There was a long wooden ladder, its round rungs worn smooth by years of boots. The ladder had two metal hooks that slipped 334 over the bottom chord of the roof trusses. He slid the ladder along the barn wall, climbed up the sixteen feet, and used his flashlight, scanning the top plate where the roof trusses rested. It wouldn’t take another fifteen minutes to cover the perimeter of the barn, and then they’d be on their way to Nevada. A stronger gust blew rain in through the doors, and the big door swung shut with a loud noise. So far he’d found only cobwebs and bat guano, but now, as he climbed the ladder in the area above the empty cages, he shone the light on what looked like a rag or a towel. He had to climb down again and move the ladder before he was close enough to see it well. The towel was bloodstained.

He climbed down and retrieved latex gloves from his truck. Peeling one corner of the towel, he saw a knife hilt and part of a bloody blade, then let the cloth fall and stood frozen on the ladder. Below were the bear cages, the dark floor of the barn, above the sound of the rain on the roof. In the pocket of his coat his cell rang as he tried to imagine the mind that put this here.

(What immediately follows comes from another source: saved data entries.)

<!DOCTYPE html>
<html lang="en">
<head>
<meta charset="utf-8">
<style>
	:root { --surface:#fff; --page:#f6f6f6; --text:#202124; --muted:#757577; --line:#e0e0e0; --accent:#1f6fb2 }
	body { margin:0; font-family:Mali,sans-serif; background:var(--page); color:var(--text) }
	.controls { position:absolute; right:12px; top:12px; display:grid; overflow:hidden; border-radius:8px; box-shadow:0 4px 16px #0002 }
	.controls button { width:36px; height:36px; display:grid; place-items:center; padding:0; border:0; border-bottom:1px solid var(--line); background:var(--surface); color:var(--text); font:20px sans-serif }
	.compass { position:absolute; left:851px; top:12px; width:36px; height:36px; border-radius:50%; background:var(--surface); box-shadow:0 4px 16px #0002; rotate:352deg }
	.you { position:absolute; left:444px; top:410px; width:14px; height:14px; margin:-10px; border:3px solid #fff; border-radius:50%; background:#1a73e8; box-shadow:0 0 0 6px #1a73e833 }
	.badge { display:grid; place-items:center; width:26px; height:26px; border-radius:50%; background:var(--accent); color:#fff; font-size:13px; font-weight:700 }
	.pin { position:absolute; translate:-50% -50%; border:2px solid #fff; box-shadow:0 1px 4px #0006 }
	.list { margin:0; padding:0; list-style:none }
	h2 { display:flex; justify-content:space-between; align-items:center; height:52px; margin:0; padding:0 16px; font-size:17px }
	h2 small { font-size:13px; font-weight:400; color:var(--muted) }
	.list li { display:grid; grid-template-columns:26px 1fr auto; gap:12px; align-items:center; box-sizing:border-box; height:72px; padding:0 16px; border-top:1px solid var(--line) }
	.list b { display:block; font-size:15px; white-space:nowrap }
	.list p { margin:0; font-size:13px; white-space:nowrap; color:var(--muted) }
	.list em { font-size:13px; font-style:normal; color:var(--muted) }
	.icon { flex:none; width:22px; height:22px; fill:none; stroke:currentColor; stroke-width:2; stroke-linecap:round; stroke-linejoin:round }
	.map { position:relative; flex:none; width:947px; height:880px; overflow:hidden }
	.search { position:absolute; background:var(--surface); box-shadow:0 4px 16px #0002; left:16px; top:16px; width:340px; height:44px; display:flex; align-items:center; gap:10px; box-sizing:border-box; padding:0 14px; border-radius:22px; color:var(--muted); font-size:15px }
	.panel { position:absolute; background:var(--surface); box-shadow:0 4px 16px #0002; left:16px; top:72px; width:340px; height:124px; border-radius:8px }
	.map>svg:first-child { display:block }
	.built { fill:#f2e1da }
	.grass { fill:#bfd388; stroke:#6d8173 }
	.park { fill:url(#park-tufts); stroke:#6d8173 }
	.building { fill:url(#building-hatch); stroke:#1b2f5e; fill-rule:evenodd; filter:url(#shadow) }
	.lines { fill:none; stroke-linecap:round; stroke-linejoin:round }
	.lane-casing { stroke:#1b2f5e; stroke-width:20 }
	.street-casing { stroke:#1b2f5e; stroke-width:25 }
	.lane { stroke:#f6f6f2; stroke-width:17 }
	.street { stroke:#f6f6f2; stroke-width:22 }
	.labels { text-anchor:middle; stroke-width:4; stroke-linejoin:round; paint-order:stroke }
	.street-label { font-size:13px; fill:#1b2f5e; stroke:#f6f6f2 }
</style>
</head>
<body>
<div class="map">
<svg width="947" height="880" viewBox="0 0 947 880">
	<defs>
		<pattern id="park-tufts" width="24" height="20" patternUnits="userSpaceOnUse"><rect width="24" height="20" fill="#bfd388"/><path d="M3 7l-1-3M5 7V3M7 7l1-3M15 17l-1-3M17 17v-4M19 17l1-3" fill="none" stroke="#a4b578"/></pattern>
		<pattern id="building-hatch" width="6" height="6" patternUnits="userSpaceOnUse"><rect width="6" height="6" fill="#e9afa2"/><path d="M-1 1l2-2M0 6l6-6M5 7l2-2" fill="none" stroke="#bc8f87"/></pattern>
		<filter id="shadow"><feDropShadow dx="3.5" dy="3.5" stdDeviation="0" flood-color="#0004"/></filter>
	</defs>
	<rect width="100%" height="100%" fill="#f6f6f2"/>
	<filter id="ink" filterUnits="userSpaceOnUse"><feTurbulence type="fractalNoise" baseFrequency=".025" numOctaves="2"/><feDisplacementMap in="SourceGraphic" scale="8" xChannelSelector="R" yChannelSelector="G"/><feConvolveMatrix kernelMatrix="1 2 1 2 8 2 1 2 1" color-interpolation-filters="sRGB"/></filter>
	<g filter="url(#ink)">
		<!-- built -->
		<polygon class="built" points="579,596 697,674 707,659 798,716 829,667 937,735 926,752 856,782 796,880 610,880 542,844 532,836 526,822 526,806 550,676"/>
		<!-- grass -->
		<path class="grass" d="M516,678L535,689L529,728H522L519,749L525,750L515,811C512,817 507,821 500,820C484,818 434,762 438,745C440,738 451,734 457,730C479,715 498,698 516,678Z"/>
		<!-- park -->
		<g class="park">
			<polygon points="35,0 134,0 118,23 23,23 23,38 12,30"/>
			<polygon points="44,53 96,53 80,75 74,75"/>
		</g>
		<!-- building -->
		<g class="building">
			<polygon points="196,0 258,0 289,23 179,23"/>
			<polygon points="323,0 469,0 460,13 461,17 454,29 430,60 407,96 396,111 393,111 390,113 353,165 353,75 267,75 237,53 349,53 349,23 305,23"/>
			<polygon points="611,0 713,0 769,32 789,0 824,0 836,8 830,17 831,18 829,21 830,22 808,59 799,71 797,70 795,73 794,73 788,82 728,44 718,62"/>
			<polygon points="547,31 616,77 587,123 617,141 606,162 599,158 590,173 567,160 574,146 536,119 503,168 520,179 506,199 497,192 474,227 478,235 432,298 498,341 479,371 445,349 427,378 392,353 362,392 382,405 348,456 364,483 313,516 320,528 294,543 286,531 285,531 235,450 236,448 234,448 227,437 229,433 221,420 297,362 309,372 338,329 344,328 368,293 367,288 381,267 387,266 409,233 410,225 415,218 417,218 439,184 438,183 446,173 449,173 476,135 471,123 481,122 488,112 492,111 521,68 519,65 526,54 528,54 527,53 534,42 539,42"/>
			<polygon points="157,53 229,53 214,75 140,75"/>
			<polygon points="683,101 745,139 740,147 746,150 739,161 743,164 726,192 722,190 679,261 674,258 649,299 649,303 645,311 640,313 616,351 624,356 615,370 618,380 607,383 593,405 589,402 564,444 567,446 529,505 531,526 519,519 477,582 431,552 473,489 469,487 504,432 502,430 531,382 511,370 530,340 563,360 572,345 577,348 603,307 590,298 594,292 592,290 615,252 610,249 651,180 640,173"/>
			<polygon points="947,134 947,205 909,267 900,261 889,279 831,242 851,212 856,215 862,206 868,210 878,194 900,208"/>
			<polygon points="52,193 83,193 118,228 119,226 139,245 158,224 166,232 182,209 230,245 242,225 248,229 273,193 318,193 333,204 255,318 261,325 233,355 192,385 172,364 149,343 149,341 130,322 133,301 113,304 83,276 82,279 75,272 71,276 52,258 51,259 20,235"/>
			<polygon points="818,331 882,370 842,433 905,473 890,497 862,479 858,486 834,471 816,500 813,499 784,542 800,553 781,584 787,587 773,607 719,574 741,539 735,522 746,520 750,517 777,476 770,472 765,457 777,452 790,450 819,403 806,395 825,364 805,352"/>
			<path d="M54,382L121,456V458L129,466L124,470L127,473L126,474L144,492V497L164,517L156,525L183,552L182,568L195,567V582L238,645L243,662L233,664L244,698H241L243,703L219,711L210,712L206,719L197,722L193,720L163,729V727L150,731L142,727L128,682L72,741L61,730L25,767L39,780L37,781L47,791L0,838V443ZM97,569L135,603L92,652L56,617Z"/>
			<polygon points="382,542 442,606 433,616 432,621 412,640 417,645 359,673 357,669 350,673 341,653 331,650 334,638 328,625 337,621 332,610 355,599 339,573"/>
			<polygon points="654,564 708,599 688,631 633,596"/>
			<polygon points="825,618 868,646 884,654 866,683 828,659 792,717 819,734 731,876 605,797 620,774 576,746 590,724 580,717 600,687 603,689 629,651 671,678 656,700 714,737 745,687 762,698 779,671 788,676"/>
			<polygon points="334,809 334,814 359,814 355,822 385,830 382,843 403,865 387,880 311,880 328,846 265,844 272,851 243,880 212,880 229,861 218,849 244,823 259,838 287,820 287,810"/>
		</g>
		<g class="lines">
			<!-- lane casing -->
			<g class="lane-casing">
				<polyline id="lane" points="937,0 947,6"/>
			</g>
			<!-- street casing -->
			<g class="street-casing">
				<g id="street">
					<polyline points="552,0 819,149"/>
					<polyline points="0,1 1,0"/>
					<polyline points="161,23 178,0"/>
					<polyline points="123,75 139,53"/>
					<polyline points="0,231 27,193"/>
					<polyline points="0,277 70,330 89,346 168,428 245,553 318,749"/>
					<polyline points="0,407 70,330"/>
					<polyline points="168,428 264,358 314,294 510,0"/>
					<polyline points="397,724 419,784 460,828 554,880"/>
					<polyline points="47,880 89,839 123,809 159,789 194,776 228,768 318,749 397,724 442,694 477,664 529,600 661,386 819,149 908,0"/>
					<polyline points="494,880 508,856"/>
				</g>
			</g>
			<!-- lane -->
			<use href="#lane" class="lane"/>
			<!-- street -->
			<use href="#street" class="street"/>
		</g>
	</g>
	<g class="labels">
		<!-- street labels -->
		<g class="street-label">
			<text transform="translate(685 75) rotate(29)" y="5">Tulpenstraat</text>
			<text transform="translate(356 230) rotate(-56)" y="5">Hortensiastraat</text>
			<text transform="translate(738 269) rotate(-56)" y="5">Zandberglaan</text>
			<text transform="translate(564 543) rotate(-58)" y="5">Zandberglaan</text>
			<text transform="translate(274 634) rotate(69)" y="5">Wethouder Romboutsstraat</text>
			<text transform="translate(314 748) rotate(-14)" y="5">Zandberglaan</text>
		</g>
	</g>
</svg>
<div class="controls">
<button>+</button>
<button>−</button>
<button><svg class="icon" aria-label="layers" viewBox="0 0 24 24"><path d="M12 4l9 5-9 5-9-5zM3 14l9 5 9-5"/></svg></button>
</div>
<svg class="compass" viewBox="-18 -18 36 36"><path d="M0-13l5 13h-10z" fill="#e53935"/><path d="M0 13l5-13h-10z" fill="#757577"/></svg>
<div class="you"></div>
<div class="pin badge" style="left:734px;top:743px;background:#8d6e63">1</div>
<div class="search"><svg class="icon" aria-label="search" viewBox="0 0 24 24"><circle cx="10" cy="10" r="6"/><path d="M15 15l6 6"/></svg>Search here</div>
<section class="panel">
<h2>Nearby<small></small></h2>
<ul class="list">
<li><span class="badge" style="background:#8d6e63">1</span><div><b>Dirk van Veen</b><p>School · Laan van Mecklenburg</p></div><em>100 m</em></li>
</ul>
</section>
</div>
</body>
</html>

He came down off the ladder and lowered it, leaving the towel and knife up there. He had to throw his shoulder into the barn door to get it open. He called Shauf from the truck after he’d relocked the barn and was on the road.

“They’ve got her,” she said. “I just called you. Or they’ve almost got her. She’s in the Crystal Basin with a string of police cars behind her, doesn’t seem to be trying to get away, doing kind of an OJ thing, driving slowly with the police behind her.”

“Alone?”

“No, there’s a man in the seat next to her.”

Going home, he thought. Going to where she’d always sought refuge. He stayed on the line with Shauf, telling her about the knife as he turned onto the highway and pushed his speed past eighty, heading to the Crystal Basin. By the time he got there Sophie was trapped by police vehicles on a dirt road outside Yellowjacket Camp. Durham had been identified as the passenger and was possibly wounded. He wasn’t moving. Neither had responded to orders to get out of the truck, and a debate was underway about what to do next.

Marquez argued his way toward the front where Kendall was crouched down behind a police door. A marksman had moved into a position where he could shoot either Sophie or Durham, but he had just reported that Durham was either unconscious or dead.

Kendall talked to Marquez with his eyes still on the pickup.